Piensa en la ubicación y el momento
En la mayoría de los casos, es más conveniente reunirte con amigas en casa porque el bebé suele sentirse más relajado en un entorno familiar. Además, tendrás todo lo que necesites a la mano.
Habla con tus amigas o amigos sobre la duración de su visita. Es poco probable que los puedas recibir por más de dos horas porque tal vez no sea conveniente alterar el horario de alimentación o la rutina de baño de tu bebé.
Sé flexible
Hazles saber a tus amigas que los planes pueden cambiar en cualquier momento, ya que los bebés pueden ser impredecibles. Lo bueno es que esto también abre la posibilidad de hacer planes de última hora o visitas espontáneas.
Pide ayuda a tus amigas
Esto puede parecer un poco egoísta, pero en realidad no lo es.
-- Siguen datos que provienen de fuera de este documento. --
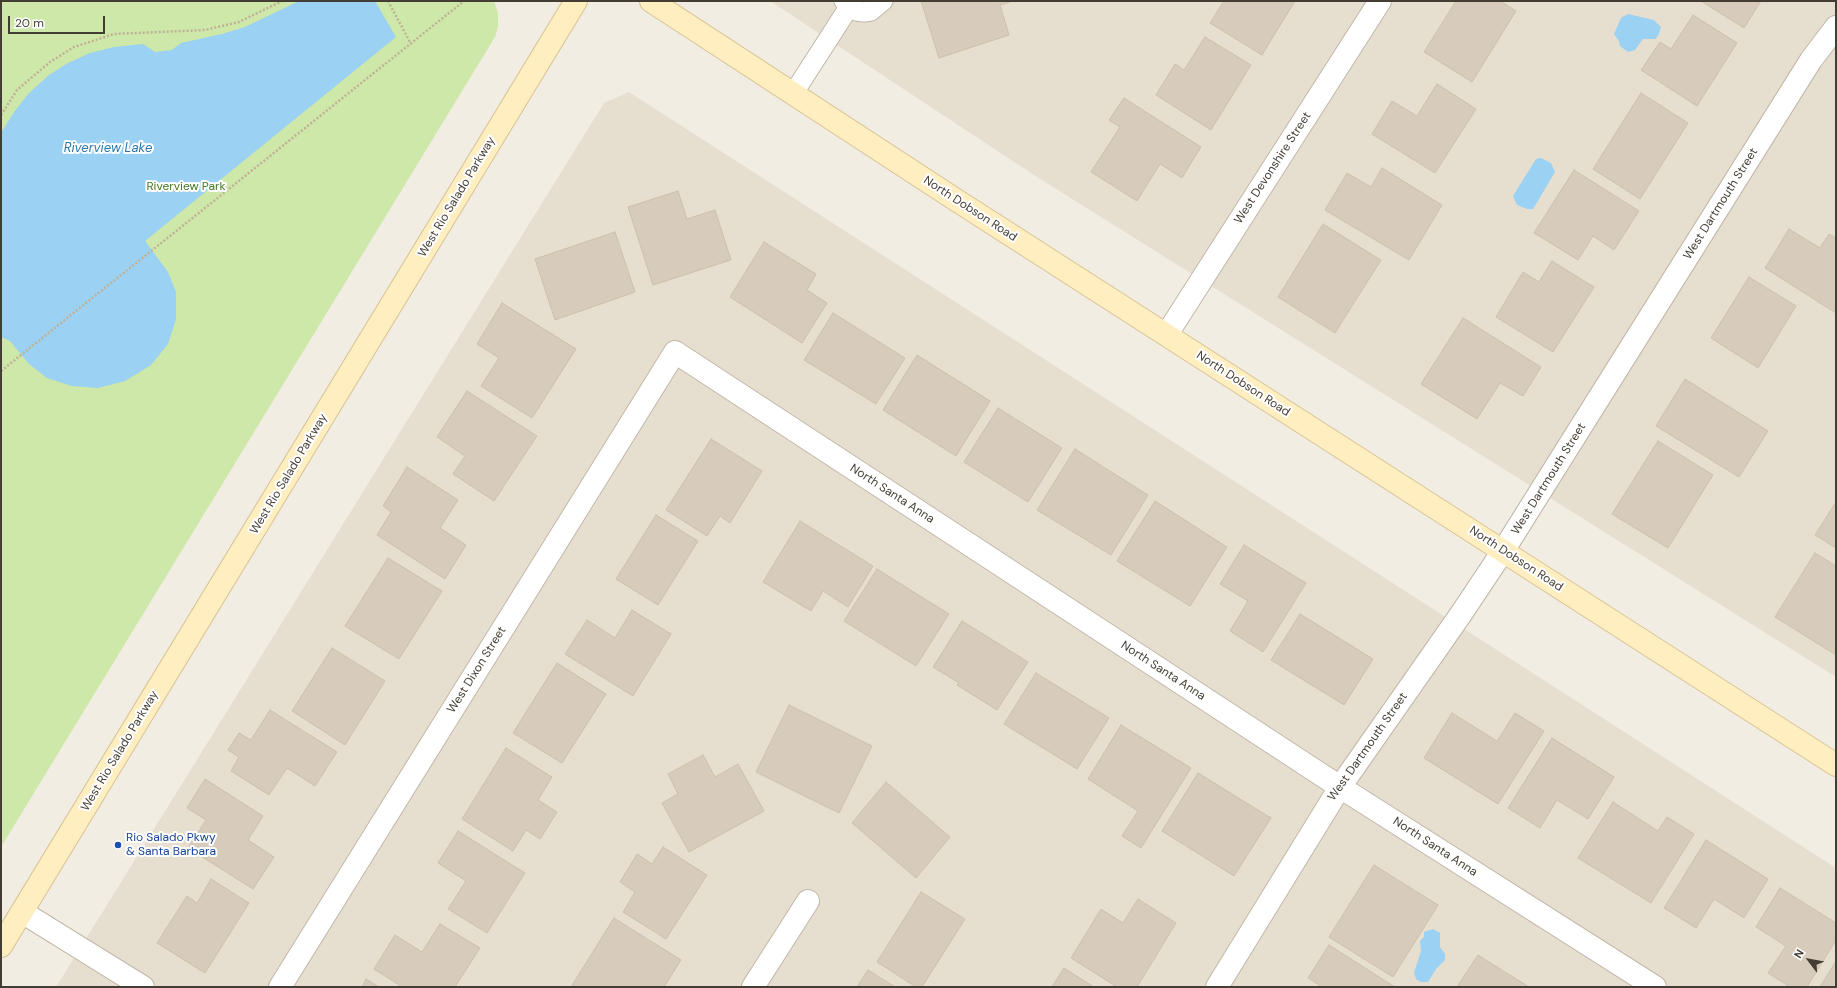 <!DOCTYPE html>
<style>
body{margin:0}
#map{position:relative;width:1837px;height:988px;overflow:hidden;background:#f2ede3;font-family:"DM Sans",sans-serif}
canvas{display:block}
.frame{position:absolute;inset:0;border:2px solid #443d33;pointer-events:none}
.north{position:absolute;left:1789px;top:940px;width:40px;height:40px;-webkit-text-stroke:3px #fff;paint-order:stroke;rotate:302deg;font-size:11px;font-weight:700;line-height:16px;text-align:center;color:#443d33}
.north::after{content:'';display:block;margin:auto;width:14px;height:18px;background:#443d33;clip-path:polygon(50% 0,100% 100%,50% 72%,0 100%)}
.scale{position:absolute;left:8px;top:16px;width:97px;height:18px;box-sizing:border-box;border:2px solid #443d33;border-top:0;padding-left:5px;font-size:12px;line-height:14px;white-space:nowrap;color:#443d33;-webkit-text-stroke:3px #fff;paint-order:stroke}
</style>
<div id="map">
<canvas width="1837" height="988"></canvas>
<div class="frame"></div>
<div class="north">N</div>
<div class="scale">20 m</div>
</div>
<script>
const context = document.querySelector('canvas').getContext('2d');
context.lineJoin = 'round';
function paint(path, color) { context.fillStyle = color; context.fill(path, 'evenodd'); }
const shape = rows => new Path2D(rows.map(r => 'M' + r).join(''));
function stroke(path, color, width, dash) { context.strokeStyle = color; context.lineWidth = width; context.lineCap = dash ? 'butt' : 'round'; context.setLineDash(dash || []); context.stroke(path); }
function drawText(font, color, halo, rows, align = 'center') {
  context.font = font + ' "DM Sans",sans-serif'; context.lineWidth = 4; context.setLineDash([]); context.textBaseline = 'middle'; context.strokeStyle = halo; context.fillStyle = color; for (const [text, x, y, turn = 0] of rows) {
    context.save(); context.translate(x, y); context.rotate((+turn || 0) * Math.PI / 180); context.textAlign = isNaN(turn) ? turn : align; if (halo) context.strokeText(text, 0, 0); context.fillText(text, 0, 0); context.restore();
  }
}
paint(shape([
 [770,1,1836,1,1836,677,1037,177],
 [629,92,1836,868,1836,987,56,987,604,103]
]), '#e6dfd0');
paint(shape([
 [1,1,494,1,498,13,498,27,495,37,1,847]
]), '#cee8a9');
paint(shape([
 [299,1,375,1,396,37,145,241,168,272,176,292,176,319,168,344,151,365,125,381,98,388,72,386,47,378,29,364,10,341,1,337,1,133,14,112,29,93,49,75,68,63,90,53,114,47,143,44,155,52,172,50,181,43,222,34,245,27],
 [1628,14,1654,20,1661,27,1658,36,1655,39,1643,39,1635,50,1628,52,1620,46,1619,41,1614,34,1621,18],
 [1541,158,1551,163,1555,172,1533,209,1527,209,1517,205,1513,196,1536,159],
 [1433,929,1440,933,1440,947,1445,954,1445,960,1436,969,1428,982,1421,982,1416,979,1414,973,1421,951,1420,941,1424,937,1424,932]
]), '#9bd1f2');
const building = shape([
 [921,1,1013,1,1000,5,1009,35,939,58,921,1],
 [1224,1,1295,1,1262,55,1210,23,1224,1],
 [1456,1,1500,1,1516,11,1472,82,1424,52,1456,1],
 [1701,1,1761,1,1744,28,1701,1],
 [1693,15,1737,43,1697,106,1641,70,1660,42,1671,49,1693,15],
 [1205,37,1251,65,1211,130,1156,95,1175,64,1184,70,1205,37],
 [1437,84,1476,109,1435,173,1372,134,1392,101,1417,116,1437,84],
 [1641,93,1688,123,1640,199,1593,169,1641,93],
 [1124,98,1201,147,1182,178,1160,164,1137,201,1091,172,1120,127,1109,120,1124,98],
 [1382,168,1442,205,1409,260,1325,210,1347,173,1371,187,1382,168],
 [1574,170,1639,211,1614,250,1593,236,1578,260,1534,233,1574,170],
 [678,191,687,219,715,210,731,260,653,285,628,207,678,191],
 [1323,224,1381,260,1335,333,1278,297,1323,224],
 [1789,229,1820,248,1829,234,1836,238,1836,313,1765,268,1789,229],
 [615,232,635,292,555,320,535,259,615,232],
 [764,242,816,274,807,290,827,303,802,343,730,297,764,242],
 [1552,261,1594,287,1553,352,1496,317,1523,272,1539,282,1552,261],
 [1749,277,1796,306,1758,368,1711,338,1749,277],
 [502,303,576,349,532,418,481,386,499,358,477,344,502,303],
 [833,313,905,358,876,404,804,360,833,313],
 [1463,318,1541,367,1523,396,1500,383,1477,419,1421,384,1463,318],
 [917,355,990,401,956,456,883,410,917,355],
 [1685,379,1768,431,1739,477,1656,426,1685,379],
 [467,391,537,436,494,501,453,474,465,456,437,437,467,391],
 [998,408,1062,448,1028,502,964,462,998,408],
 [711,439,762,471,730,523,720,516,707,536,666,510,711,439],
 [1658,441,1713,475,1668,548,1612,514,1658,441],
 [1075,449,1148,495,1111,555,1037,510,1075,449],
 [407,467,458,500,440,528,466,545,445,579,377,535,391,512,383,506,407,467],
 [1155,501,1227,547,1190,606,1117,561,1155,501],
 [1836,502,1836,548,1815,535,1836,502],
 [656,515,698,541,658,605,616,579,656,515],
 [800,521,873,566,848,607,823,591,811,611,763,582,800,521],
 [1244,545,1306,583,1263,652,1230,631,1248,601,1220,584,1244,545],
 [1815,553,1836,566,1836,655,1775,617,1815,553],
 [388,558,442,591,399,659,345,626,388,558],
 [877,569,949,614,916,666,844,621,877,569],
 [632,610,671,634,633,696,565,654,587,620,615,638,632,610],
 [1300,614,1373,659,1344,705,1271,660,1300,614],
 [962,621,1028,662,997,710,957,685,959,683,933,667,962,621],
 [332,648,385,681,345,745,292,711,332,648],
 [557,663,606,694,562,763,513,733,557,663],
 [1036,673,1109,718,1077,769,1004,724,1036,673],
 [789,705,872,746,839,813,756,772,789,705],
 [270,710,337,752,315,786,287,768,269,795,231,771,239,757,228,750,239,733,251,740,270,710],
 [1452,713,1497,741,1515,713,1544,731,1498,804,1424,758,1452,713],
 [1121,725,1191,768,1141,848,1122,836,1138,811,1088,779,1121,725],
 [1552,738,1614,777,1588,819,1557,800,1540,828,1508,808,1552,738],
 [506,748,552,777,538,800,557,812,540,839,526,830,513,851,462,819,506,748],
 [703,755,715,777,738,764,764,811,689,852,662,803,678,794,668,774,703,755],
 [1198,773,1271,818,1234,876,1162,831,1198,773],
 [205,779,263,816,248,840,274,857,253,889,188,848,206,820,187,808,205,779],
 [886,782,950,837,916,878,852,823,886,782],
 [1613,802,1658,831,1667,817,1694,834,1651,903,1578,858,1613,802],
 [458,831,525,873,487,933,448,909,466,881,438,863,458,831],
 [1706,840,1768,879,1744,918,1714,899,1696,928,1664,908,1706,840],
 [663,847,707,875,666,939,623,912,635,892,620,882,637,854,652,864,663,847],
 [1374,865,1438,905,1393,977,1329,937,1374,865],
 [211,879,249,903,205,973,157,943,187,896,197,903,211,879],
 [1780,888,1836,923,1836,940,1807,987,1790,987,1768,973,1786,946,1756,927,1780,888],
 [921,892,965,919,922,987,916,987,877,962,921,892],
 [1138,899,1176,923,1137,987,1117,987,1071,958,1101,909,1123,923,1138,899],
 [614,918,681,960,664,987,571,987,614,918],
 [440,924,480,948,455,987,402,987,374,969,395,935,422,952,440,924],
 [1329,945,1395,987,1322,987,1308,978,1329,945],
 [1478,955,1529,987,1457,987,1478,955],
 [1836,961,1836,987,1820,987,1836,961],
 [1064,968,1094,987,1052,987,1064,968],
 [868,970,895,987,857,987,868,970],
 [366,979,379,987,362,987,366,979]
]);
paint(building, '#d7cbbb');
stroke(building, '#cfc0ab', 1);
const service = shape([
 [844,1,849,7,856,11,864,12,871,11,883,1],
 [793,94,849,7]
]);
const minor = shape([
 [1167,334,1380,1],
 [22,912,143,987],
 [280,987,675,352,1340,787,1655,987],
 [753,987,808,901],
 [1217,987,1340,787,1461,614,1503,551,1811,60,1836,27]
]);
const secondary = shape([
 [651,1,953,198,1836,765],
 [1,946,576,1]
]);
stroke(service, '#c1b7a8', 21);
stroke(minor, '#c1b7a8', 24);
stroke(secondary, '#d7c292', 24);
stroke(shape([
 [388,1,411,44],
 [1,115,17,90,50,62,74,47,114,34,205,30,239,22,282,1],
 [1,371,464,1]
]), '#c0b096', 2.5, [2, 2]);
stroke(service, '#fff', 19);
stroke(minor, '#fff', 22);
stroke(secondary, '#ffeec0', 22);
for (const [x, y, r, color] of [
 [118,845,4,"#1a4fb4"]
]) { const dot = new Path2D(); dot.arc(x, y, r, 0, 2 * Math.PI); context.fillStyle = color; context.fill(dot); stroke(dot, '#fff', 1.5); }
drawText('12px', '#443d33', '#fff', [
 ["West Devonshire Street",1273,168,-57],
 ["West Rio Salado Parkway",457,197,-59],
 ["West Dartmouth Street",1721,204,-58],
 ["North Dobson Road",970,209,33],
 ["North Dobson Road",1243,384,33],
 ["West Rio Salado Parkway",289,474,-59],
 ["West Dartmouth Street",1549,479,-58],
 ["North Santa Anna",892,494,33],
 ["North Dobson Road",1516,559,33],
 ["West Dixon Street",477,670,-58],
 ["North Santa Anna",1163,671,33],
 ["West Dartmouth Street",1368,747,-55],
 ["West Rio Salado Parkway",120,751,-59],
 ["North Santa Anna",1435,847,33]
]);
drawText('12px', '#467725', '#fff', [
 ["Riverview Park",186,187]
]);
drawText('12px', '#164399', '#fff', [
 ["Rio Salado Pkwy",126,838],
 ["& Santa Barbara",126,852]
], 'left');
drawText('italic 13px', '#2878aa', '#fff', [
 ["Riverview Lake",108,149]
]);
</script>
Pídele a tus amigas que traigan algo de comida y te ayuden con el bebé para que puedas hacer otras cosas mientras se ponen al día y gozan de una agradable visita. Obtener ayuda y compañía extra te puede hacer el día.
No te desaparezcas
Para mantener viva una amistad, es necesario nutrirla. Puede que no tengas la energía o el tiempo para una noche de chicas como antes, pero a veces un bonito mensaje de texto y un lindo emoji pueden recordarle a una amiga que te preocupas y que estás pensando en ella.
No solo hables del bebé
Es posible que tus amigos estén dispuestos a escuchar durante horas sobre las dificultades de la lactancia materna, las noches sin dormir o la última gracia que hizo tu bebé. Pero probablemente también tengan cosas que quieran compartir. Intenta cambiar conscientemente la conversación hacia temas que disfrutaban antes de que naciera tu bebé. Si sabes que una amiga tiene una entrevista de trabajo o una cita interesante próximamente, configura un recordatorio para que puedas enviarle un mensaje de texto oportuno preguntándole cómo le fue.